(Stored data)
# # # #

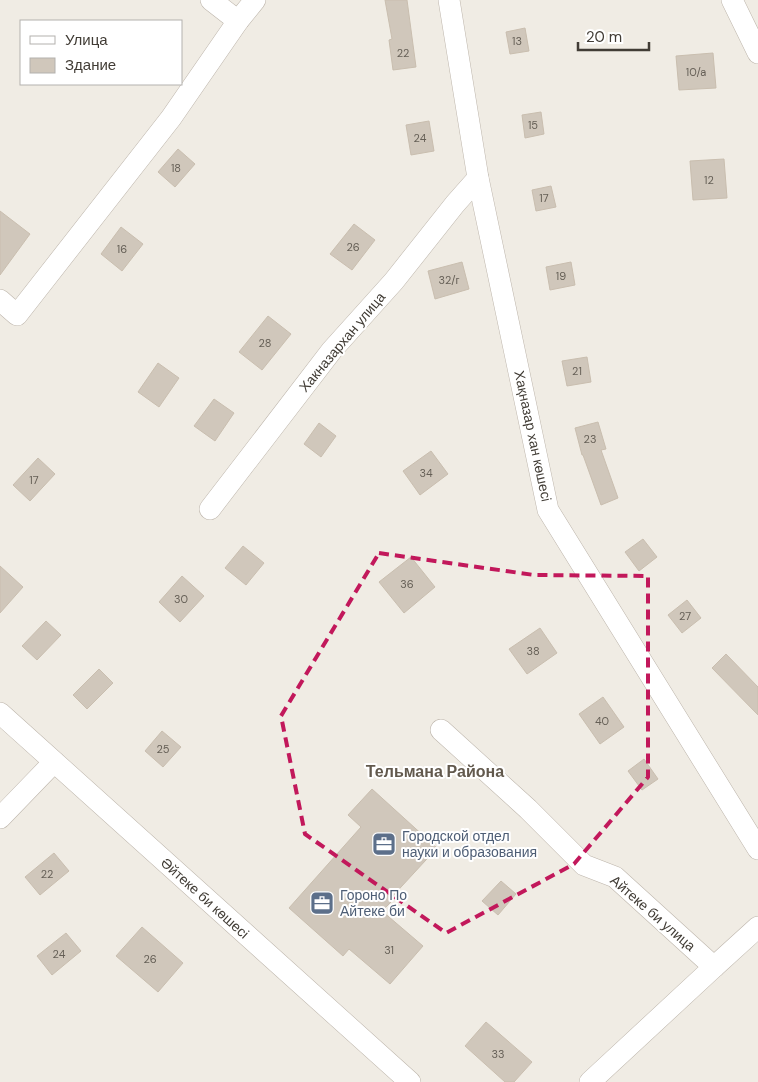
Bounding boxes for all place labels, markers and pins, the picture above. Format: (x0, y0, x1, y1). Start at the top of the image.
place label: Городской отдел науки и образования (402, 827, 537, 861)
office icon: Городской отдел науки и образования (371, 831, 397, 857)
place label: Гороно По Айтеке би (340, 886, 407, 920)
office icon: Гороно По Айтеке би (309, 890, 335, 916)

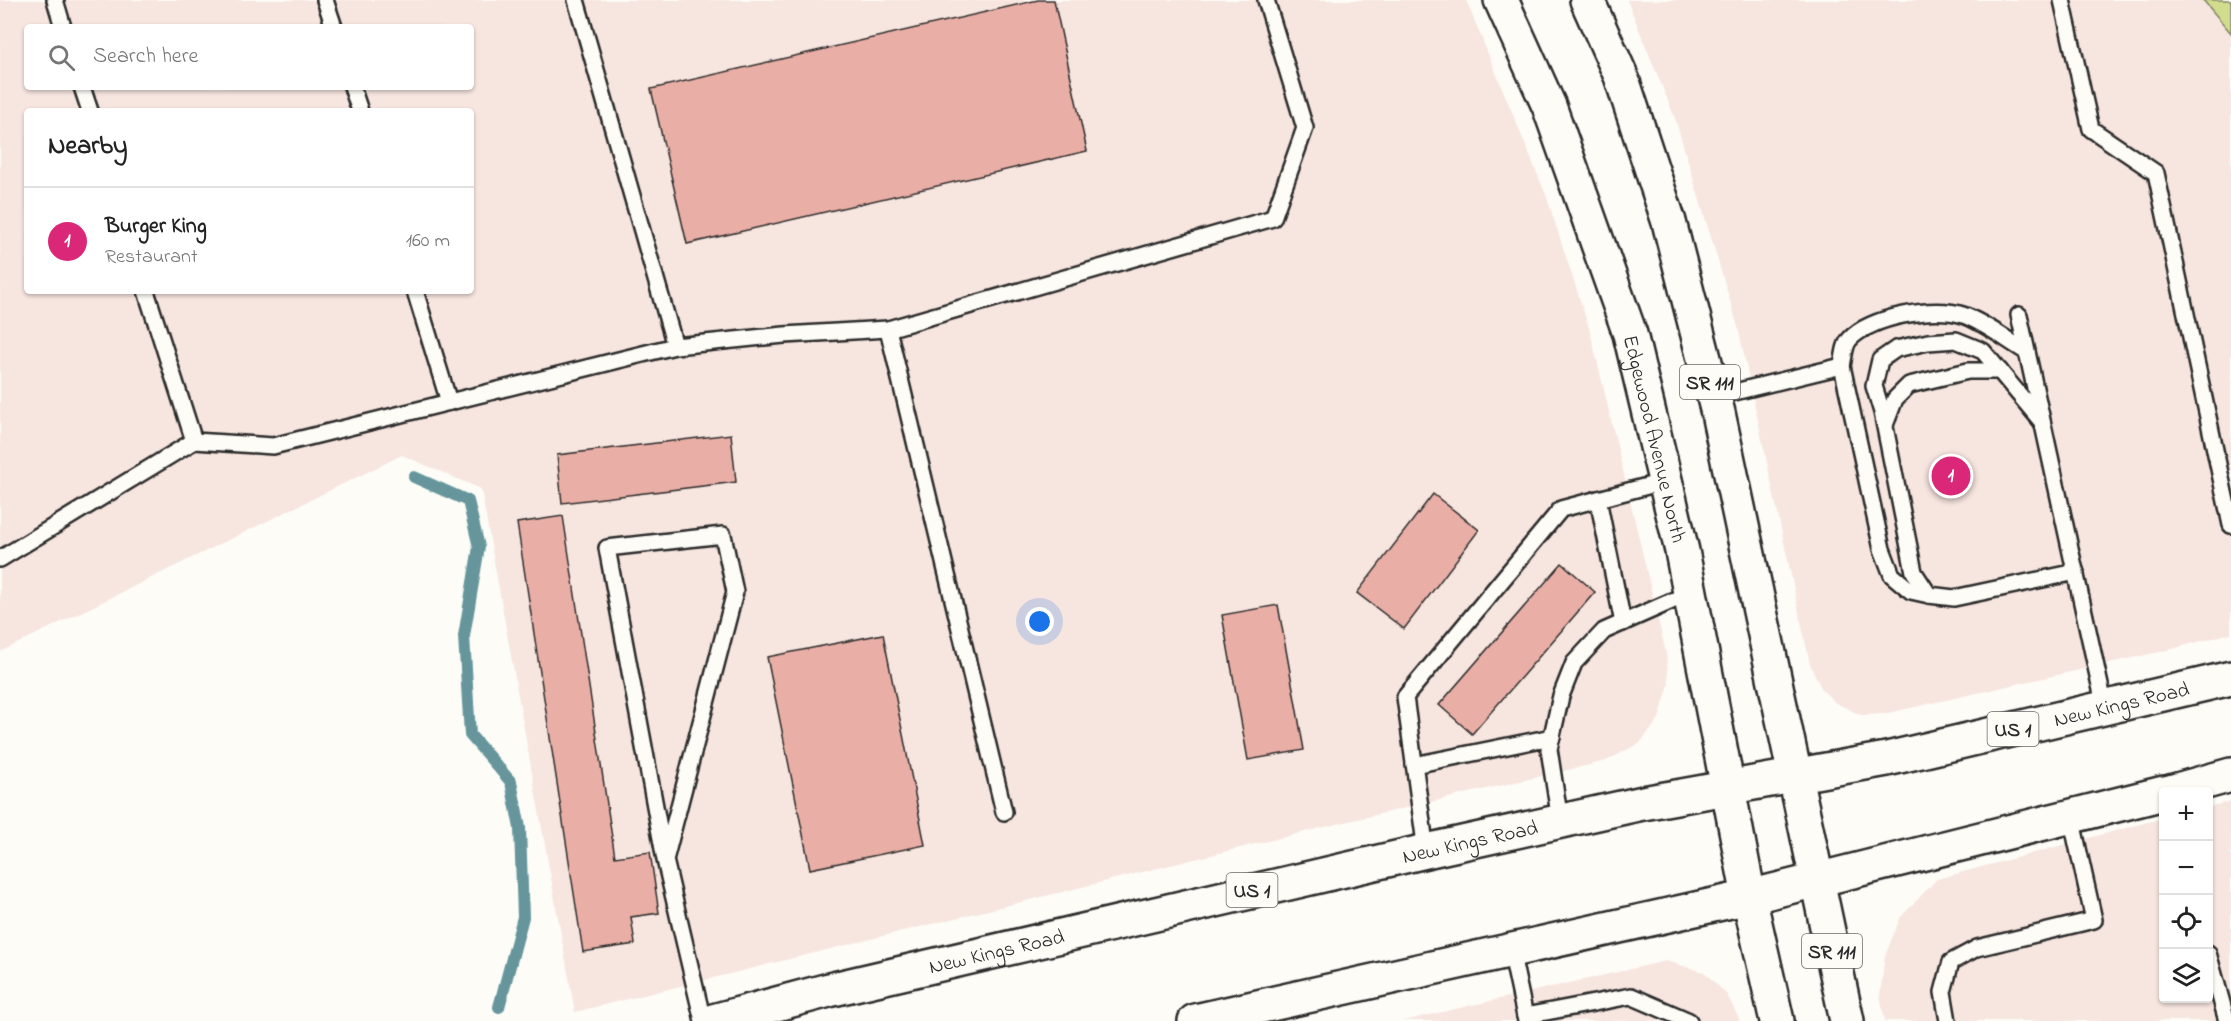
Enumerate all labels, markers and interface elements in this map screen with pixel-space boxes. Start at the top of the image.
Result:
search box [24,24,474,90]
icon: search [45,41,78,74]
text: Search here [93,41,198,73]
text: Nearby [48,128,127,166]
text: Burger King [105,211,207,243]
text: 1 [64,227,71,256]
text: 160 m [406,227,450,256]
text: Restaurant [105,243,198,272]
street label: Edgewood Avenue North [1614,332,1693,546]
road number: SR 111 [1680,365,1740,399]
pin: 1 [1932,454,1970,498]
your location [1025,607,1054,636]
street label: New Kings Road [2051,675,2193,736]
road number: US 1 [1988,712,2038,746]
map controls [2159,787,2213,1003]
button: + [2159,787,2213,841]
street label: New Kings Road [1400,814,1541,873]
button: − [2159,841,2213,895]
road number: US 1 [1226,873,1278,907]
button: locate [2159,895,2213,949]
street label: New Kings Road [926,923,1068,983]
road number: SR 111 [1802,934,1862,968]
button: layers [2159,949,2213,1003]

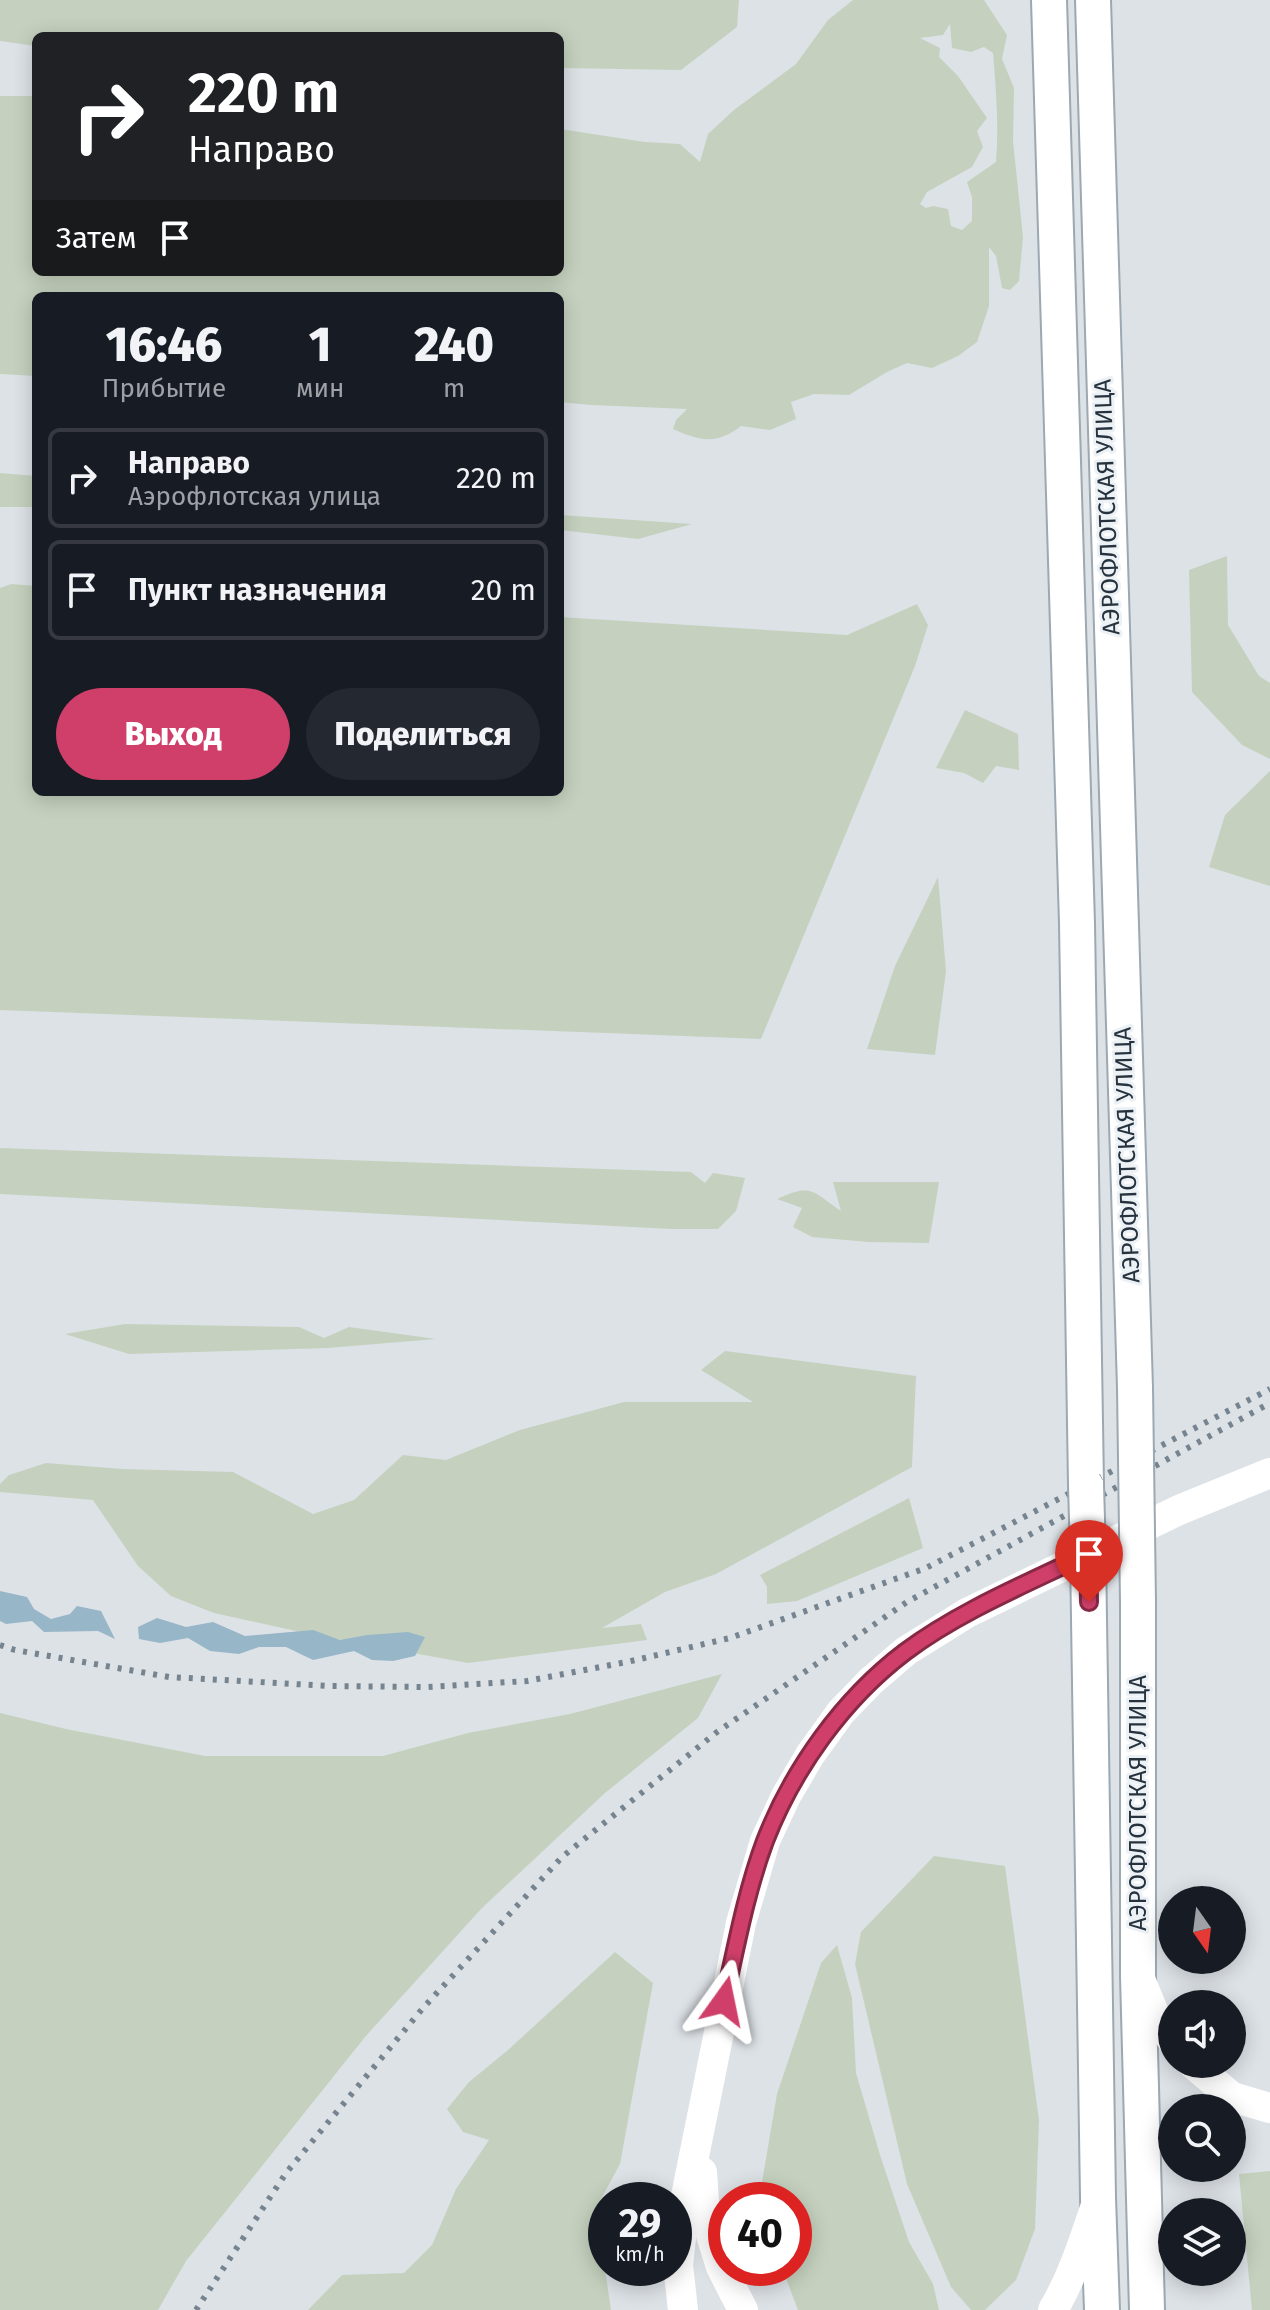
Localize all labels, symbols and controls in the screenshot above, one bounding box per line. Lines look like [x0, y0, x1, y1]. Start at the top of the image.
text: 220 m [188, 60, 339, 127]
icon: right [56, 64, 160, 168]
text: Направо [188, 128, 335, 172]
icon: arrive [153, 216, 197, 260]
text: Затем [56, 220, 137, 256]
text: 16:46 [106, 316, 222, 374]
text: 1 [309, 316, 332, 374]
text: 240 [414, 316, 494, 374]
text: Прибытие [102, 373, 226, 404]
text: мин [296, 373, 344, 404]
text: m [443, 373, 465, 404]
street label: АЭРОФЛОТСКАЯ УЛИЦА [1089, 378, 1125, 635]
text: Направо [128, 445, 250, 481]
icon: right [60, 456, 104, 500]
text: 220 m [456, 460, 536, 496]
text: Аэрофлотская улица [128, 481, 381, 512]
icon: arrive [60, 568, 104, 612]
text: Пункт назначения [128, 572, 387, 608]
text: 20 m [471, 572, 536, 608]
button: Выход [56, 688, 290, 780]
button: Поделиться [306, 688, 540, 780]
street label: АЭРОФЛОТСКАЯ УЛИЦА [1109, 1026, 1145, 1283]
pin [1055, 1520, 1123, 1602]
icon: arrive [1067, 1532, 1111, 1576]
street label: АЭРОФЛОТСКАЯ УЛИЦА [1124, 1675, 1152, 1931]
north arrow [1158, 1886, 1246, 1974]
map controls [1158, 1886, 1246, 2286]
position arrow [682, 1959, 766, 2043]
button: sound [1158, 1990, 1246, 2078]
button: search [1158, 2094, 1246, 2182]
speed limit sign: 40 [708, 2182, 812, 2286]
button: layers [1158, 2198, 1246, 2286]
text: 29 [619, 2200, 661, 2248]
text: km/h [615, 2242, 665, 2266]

# # # #

Where an image appears in the data, skip it, and return the rest verbatim.

Bounding boxes for all place labels, markers and pins, the picture above. Format: (x0, y0, x1, y1). Start at the top of the image.
place label: Городской отдел науки и образования (402, 827, 537, 861)
office icon: Городской отдел науки и образования (371, 831, 397, 857)
place label: Гороно По Айтеке би (340, 886, 407, 920)
office icon: Гороно По Айтеке би (309, 890, 335, 916)

Enumerate all labels, markers and interface elements in this map screen with pixel-space boxes. Start at the top of the image.
Result:
search box [24,24,474,90]
icon: search [45,41,78,74]
text: Search here [93,41,198,73]
text: Nearby [48,128,127,166]
text: Burger King [105,211,207,243]
text: 1 [64,227,71,256]
text: 160 m [406,227,450,256]
text: Restaurant [105,243,198,272]
street label: Edgewood Avenue North [1614,332,1693,546]
road number: SR 111 [1680,365,1740,399]
pin: 1 [1932,454,1970,498]
your location [1025,607,1054,636]
street label: New Kings Road [2051,675,2193,736]
road number: US 1 [1988,712,2038,746]
map controls [2159,787,2213,1003]
button: + [2159,787,2213,841]
street label: New Kings Road [1400,814,1541,873]
button: − [2159,841,2213,895]
road number: US 1 [1226,873,1278,907]
button: locate [2159,895,2213,949]
street label: New Kings Road [926,923,1068,983]
road number: SR 111 [1802,934,1862,968]
button: layers [2159,949,2213,1003]

Localize all labels, symbols and controls in the screenshot above, one bounding box per line. Lines look like [x0, y0, x1, y1]. Start at the top of the image.
text: 220 m [188, 60, 339, 127]
icon: right [56, 64, 160, 168]
text: Направо [188, 128, 335, 172]
icon: arrive [153, 216, 197, 260]
text: Затем [56, 220, 137, 256]
text: 16:46 [106, 316, 222, 374]
text: 1 [309, 316, 332, 374]
text: 240 [414, 316, 494, 374]
text: Прибытие [102, 373, 226, 404]
text: мин [296, 373, 344, 404]
text: m [443, 373, 465, 404]
street label: АЭРОФЛОТСКАЯ УЛИЦА [1089, 378, 1125, 635]
text: Направо [128, 445, 250, 481]
icon: right [60, 456, 104, 500]
text: 220 m [456, 460, 536, 496]
text: Аэрофлотская улица [128, 481, 381, 512]
icon: arrive [60, 568, 104, 612]
text: Пункт назначения [128, 572, 387, 608]
text: 20 m [471, 572, 536, 608]
button: Выход [56, 688, 290, 780]
button: Поделиться [306, 688, 540, 780]
street label: АЭРОФЛОТСКАЯ УЛИЦА [1109, 1026, 1145, 1283]
pin [1055, 1520, 1123, 1602]
icon: arrive [1067, 1532, 1111, 1576]
street label: АЭРОФЛОТСКАЯ УЛИЦА [1124, 1675, 1152, 1931]
north arrow [1158, 1886, 1246, 1974]
map controls [1158, 1886, 1246, 2286]
position arrow [682, 1959, 766, 2043]
button: sound [1158, 1990, 1246, 2078]
button: search [1158, 2094, 1246, 2182]
speed limit sign: 40 [708, 2182, 812, 2286]
button: layers [1158, 2198, 1246, 2286]
text: 29 [619, 2200, 661, 2248]
text: km/h [615, 2242, 665, 2266]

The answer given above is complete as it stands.